The split on mandates often follows a red-blue political divide. Colleges that require vaccination are more likely to be located in states that President Biden carried in last year’s election.
IU, with about 90,000 students on several campuses, is one of the most prominent public universities in a Republican-led state to adopt a vaccine mandate. Purdue University, also in Indiana, does not have a mandate.
Eight IU students challenged the university’s policy in a lawsuit filed last month in the U.S. District Court for the Northern District of Indiana, saying the mandate infringed on their bodily autonomy and medical privacy. Several of the plaintiffs had obtained exemptions that the university offered from the mandate on religious grounds, but they nonetheless viewed the policy as an attack on their rights and sought a preliminary injunction to halt the mandate.
U.S. District Judge Damon R. Leichty sided with the university in declining to issue an injunction after hearing oral arguments on July 13.
“Recognizing the students’ significant liberty to refuse unwanted medical treatment, the Fourteenth Amendment permits Indiana University to pursue a reasonable and due process of vaccination in the legitimate interest of public health for its students, faculty, and staff,” Leichty wrote in an opinion dated Sunday. “Today, on this preliminary record, the university has done so for its campus communities. The students haven’t established a likelihood of success on the merits of their Fourteenth Amendment claim or the many requirements that must precede the extraordinary remedy of a preliminary injunction.”

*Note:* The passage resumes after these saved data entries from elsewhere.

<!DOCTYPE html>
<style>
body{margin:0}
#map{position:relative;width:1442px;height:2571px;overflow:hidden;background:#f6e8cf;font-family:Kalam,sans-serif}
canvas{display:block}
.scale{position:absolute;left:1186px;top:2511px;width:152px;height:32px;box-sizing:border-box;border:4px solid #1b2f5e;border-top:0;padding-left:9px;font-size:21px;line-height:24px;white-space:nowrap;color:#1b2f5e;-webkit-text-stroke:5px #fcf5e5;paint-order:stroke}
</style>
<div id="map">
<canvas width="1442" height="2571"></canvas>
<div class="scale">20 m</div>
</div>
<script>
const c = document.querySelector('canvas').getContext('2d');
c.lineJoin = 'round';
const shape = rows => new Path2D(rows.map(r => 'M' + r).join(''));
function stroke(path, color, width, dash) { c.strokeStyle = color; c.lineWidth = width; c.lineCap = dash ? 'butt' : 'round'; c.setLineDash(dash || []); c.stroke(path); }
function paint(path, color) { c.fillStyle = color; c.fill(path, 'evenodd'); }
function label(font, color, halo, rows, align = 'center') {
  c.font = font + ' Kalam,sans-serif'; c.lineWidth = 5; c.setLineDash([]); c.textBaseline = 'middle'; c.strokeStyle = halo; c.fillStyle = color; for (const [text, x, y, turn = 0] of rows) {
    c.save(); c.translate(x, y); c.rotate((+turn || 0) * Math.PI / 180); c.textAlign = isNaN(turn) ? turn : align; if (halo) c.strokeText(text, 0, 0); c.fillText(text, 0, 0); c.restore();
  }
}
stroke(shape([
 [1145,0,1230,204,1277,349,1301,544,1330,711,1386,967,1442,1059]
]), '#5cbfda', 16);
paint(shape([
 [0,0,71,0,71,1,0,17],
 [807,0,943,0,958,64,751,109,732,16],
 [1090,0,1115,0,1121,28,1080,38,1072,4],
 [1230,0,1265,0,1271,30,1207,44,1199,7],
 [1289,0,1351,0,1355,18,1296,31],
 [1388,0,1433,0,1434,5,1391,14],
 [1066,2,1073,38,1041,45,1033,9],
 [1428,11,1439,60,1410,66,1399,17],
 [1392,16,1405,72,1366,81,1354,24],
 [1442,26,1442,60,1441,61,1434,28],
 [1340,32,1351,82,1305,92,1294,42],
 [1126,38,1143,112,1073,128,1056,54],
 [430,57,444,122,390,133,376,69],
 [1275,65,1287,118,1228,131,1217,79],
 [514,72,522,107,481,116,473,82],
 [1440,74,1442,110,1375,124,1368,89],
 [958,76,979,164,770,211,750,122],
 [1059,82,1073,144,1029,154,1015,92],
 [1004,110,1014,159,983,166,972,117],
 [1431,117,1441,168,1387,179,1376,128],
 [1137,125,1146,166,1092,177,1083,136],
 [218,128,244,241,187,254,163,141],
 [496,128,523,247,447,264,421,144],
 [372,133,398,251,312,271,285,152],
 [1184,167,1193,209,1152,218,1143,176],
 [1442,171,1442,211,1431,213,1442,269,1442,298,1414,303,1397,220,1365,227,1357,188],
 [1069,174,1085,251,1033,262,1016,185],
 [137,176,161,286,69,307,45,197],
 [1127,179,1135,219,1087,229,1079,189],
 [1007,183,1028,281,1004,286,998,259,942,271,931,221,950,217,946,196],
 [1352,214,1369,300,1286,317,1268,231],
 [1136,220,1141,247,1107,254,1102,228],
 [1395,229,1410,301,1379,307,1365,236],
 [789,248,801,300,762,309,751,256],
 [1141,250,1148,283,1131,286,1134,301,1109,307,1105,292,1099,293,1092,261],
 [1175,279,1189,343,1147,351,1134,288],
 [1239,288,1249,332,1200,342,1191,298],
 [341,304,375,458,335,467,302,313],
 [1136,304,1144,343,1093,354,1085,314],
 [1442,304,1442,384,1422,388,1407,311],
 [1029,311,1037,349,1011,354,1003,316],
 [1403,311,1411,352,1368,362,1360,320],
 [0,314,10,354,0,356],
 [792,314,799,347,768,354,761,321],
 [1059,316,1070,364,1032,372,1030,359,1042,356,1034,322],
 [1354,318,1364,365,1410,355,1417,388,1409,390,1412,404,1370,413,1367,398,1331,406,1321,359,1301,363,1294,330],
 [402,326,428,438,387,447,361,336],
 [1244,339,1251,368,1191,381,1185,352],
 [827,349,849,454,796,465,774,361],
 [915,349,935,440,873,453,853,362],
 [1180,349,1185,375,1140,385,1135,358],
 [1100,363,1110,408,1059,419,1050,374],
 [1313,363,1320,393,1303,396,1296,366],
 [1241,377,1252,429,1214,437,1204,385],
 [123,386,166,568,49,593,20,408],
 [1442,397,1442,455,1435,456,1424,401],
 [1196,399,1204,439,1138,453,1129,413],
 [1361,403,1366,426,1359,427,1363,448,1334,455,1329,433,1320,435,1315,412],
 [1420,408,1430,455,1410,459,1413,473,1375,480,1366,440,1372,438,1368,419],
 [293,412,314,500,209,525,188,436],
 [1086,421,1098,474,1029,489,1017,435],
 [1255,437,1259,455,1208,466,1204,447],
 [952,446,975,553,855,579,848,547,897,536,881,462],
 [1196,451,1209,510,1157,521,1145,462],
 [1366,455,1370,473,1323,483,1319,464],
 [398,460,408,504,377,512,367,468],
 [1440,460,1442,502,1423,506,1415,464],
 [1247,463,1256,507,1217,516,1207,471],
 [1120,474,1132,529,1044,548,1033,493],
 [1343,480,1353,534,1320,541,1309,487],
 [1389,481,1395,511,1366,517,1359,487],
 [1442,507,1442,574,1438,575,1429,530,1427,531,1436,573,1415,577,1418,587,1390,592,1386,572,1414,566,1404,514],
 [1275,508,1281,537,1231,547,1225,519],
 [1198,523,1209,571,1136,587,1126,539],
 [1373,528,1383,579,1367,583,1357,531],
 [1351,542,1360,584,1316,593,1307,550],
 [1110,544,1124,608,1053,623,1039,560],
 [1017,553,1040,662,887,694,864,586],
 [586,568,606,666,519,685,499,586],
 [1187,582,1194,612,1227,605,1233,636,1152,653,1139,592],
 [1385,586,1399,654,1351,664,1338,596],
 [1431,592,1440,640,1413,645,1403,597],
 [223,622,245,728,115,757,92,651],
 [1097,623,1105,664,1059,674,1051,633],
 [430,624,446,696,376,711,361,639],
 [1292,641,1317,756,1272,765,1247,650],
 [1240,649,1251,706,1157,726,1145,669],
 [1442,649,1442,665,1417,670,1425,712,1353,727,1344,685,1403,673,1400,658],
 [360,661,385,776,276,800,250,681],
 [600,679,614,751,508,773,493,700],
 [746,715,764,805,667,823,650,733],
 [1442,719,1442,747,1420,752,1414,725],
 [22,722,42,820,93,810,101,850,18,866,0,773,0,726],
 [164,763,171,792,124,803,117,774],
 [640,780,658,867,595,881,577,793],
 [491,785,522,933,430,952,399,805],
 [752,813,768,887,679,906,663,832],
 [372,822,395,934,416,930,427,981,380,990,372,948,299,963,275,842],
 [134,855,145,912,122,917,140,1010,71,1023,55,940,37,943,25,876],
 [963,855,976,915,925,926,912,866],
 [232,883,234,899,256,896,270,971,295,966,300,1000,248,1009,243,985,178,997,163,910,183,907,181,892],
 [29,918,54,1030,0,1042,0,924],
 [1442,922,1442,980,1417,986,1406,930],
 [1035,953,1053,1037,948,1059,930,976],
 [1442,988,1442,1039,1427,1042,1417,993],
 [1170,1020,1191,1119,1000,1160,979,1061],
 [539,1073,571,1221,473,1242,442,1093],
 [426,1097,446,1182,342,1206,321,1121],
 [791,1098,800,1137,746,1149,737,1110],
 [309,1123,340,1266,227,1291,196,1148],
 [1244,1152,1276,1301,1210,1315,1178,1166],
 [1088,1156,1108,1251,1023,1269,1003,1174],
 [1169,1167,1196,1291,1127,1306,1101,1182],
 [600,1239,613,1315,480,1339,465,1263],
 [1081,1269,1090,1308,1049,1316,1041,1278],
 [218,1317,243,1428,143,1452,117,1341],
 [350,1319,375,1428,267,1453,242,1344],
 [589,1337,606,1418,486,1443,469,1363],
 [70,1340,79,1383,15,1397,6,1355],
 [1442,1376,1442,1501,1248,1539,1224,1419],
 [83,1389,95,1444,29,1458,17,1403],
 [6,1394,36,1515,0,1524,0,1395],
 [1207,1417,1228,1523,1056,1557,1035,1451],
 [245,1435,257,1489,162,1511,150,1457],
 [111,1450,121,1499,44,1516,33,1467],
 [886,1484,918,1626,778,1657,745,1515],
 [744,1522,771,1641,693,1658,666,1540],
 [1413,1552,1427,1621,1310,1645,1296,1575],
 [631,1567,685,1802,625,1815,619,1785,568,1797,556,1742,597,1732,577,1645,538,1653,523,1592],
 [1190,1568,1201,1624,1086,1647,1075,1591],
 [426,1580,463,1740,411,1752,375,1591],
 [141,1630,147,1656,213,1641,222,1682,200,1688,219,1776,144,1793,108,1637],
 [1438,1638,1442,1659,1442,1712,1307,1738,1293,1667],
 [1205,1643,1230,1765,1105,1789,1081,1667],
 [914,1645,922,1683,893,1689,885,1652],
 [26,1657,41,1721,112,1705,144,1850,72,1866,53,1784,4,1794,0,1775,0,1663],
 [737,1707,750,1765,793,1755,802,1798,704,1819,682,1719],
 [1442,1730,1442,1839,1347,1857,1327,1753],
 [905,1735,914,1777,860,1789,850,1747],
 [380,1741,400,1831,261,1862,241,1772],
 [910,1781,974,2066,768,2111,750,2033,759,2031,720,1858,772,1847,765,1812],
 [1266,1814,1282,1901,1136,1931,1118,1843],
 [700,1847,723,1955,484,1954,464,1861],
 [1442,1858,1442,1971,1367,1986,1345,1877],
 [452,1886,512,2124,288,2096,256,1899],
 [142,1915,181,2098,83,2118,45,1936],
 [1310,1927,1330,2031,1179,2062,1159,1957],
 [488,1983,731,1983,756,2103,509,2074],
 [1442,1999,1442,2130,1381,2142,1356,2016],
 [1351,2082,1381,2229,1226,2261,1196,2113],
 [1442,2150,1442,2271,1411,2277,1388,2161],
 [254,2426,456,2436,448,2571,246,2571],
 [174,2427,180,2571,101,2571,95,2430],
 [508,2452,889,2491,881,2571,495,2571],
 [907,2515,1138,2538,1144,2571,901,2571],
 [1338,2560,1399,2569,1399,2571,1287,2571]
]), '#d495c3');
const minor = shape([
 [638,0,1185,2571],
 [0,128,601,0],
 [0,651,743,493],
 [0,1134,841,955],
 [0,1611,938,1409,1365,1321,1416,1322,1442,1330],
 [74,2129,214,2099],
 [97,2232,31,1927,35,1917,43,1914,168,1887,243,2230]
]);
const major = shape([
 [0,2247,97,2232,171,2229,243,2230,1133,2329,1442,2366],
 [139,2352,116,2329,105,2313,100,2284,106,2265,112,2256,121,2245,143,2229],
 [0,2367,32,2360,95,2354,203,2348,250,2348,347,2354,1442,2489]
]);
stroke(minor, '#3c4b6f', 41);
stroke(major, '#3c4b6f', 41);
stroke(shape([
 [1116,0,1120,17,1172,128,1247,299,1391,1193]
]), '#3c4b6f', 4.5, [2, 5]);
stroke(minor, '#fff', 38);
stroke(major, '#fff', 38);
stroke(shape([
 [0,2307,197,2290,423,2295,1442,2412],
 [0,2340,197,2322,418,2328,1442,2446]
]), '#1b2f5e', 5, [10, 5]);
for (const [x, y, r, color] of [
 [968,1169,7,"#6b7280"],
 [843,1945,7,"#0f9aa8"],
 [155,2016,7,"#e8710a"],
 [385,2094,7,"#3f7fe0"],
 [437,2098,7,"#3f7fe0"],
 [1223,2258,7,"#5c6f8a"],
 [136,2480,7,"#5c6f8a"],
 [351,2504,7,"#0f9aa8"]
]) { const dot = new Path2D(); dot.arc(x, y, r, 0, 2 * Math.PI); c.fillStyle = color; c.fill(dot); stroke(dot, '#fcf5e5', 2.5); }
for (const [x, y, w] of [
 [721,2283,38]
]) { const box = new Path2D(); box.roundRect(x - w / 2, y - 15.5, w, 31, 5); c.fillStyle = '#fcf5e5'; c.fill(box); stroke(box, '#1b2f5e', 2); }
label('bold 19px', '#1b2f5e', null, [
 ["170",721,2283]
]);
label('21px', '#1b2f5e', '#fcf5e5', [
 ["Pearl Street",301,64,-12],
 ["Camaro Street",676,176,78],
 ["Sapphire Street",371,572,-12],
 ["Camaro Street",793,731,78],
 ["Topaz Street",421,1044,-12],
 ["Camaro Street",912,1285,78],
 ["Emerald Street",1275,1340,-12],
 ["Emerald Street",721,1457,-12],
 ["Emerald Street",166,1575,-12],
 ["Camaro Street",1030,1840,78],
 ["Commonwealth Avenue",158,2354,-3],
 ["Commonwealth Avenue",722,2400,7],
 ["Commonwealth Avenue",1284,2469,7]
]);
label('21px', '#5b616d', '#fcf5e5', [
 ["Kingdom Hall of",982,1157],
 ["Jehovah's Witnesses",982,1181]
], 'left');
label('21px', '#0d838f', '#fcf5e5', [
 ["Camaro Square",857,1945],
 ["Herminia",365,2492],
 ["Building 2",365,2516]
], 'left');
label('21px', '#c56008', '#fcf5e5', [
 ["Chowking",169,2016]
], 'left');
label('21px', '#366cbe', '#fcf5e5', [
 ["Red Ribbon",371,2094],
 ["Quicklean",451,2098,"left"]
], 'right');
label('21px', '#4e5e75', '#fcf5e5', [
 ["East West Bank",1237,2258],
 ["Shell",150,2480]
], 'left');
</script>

Leichty, a Trump appointee, wrote in the ruling that the lawsuit posed new and urgent questions.
“No case to date has decided the constitutionality of whether a public university, such as Indiana University, may mandate that its students receive a COVID-19 vaccine,” Leichty wrote.
He noted the most widely used coronavirus vaccines are being administered through emergency use authorization, or EUA, and still do not yet have full approval from the Food and Drug Administration. But the pandemic posed a rare public health threat, the judge wrote, citing the covid-19 death toll in America of more than 600,000.
“Not all EUAs are equal,” Leichty wrote, “and the one required for COVID-19 vaccines was more robust than usual.”
James Bopp Jr., attorney for the plaintiffs, said in a statement that they would appeal.
“Continuing our fight against this unconstitutional mandate is necessary to guarantee that IU students receive the fair due process they’re owed by a public university,” Bopp said. “An admitted IU student’s right to attend IU cannot be conditioned on the student waiving their rights to bodily integrity, bodily autonomy, and consent to medical treatment like IU has done here.”
The university applauded the outcome.
“A ruling from the federal court has affirmed Indiana University’s COVID-19 vaccination plan designed for the health and well-being of our students, faculty and staff,” IU said in a statement. “We appreciate the quick and thorough ruling which allows us to focus on a full and safe return. We look forward to welcoming everyone to our campuses for the fall semester.”
IU’s mandate, issued in May, applies to students and employees. So far, an IU spokesman said, about 80 percent of students, faculty and staff have had at least one vaccine shot. Classes resume in August on the main campus in Bloomington and elsewhere.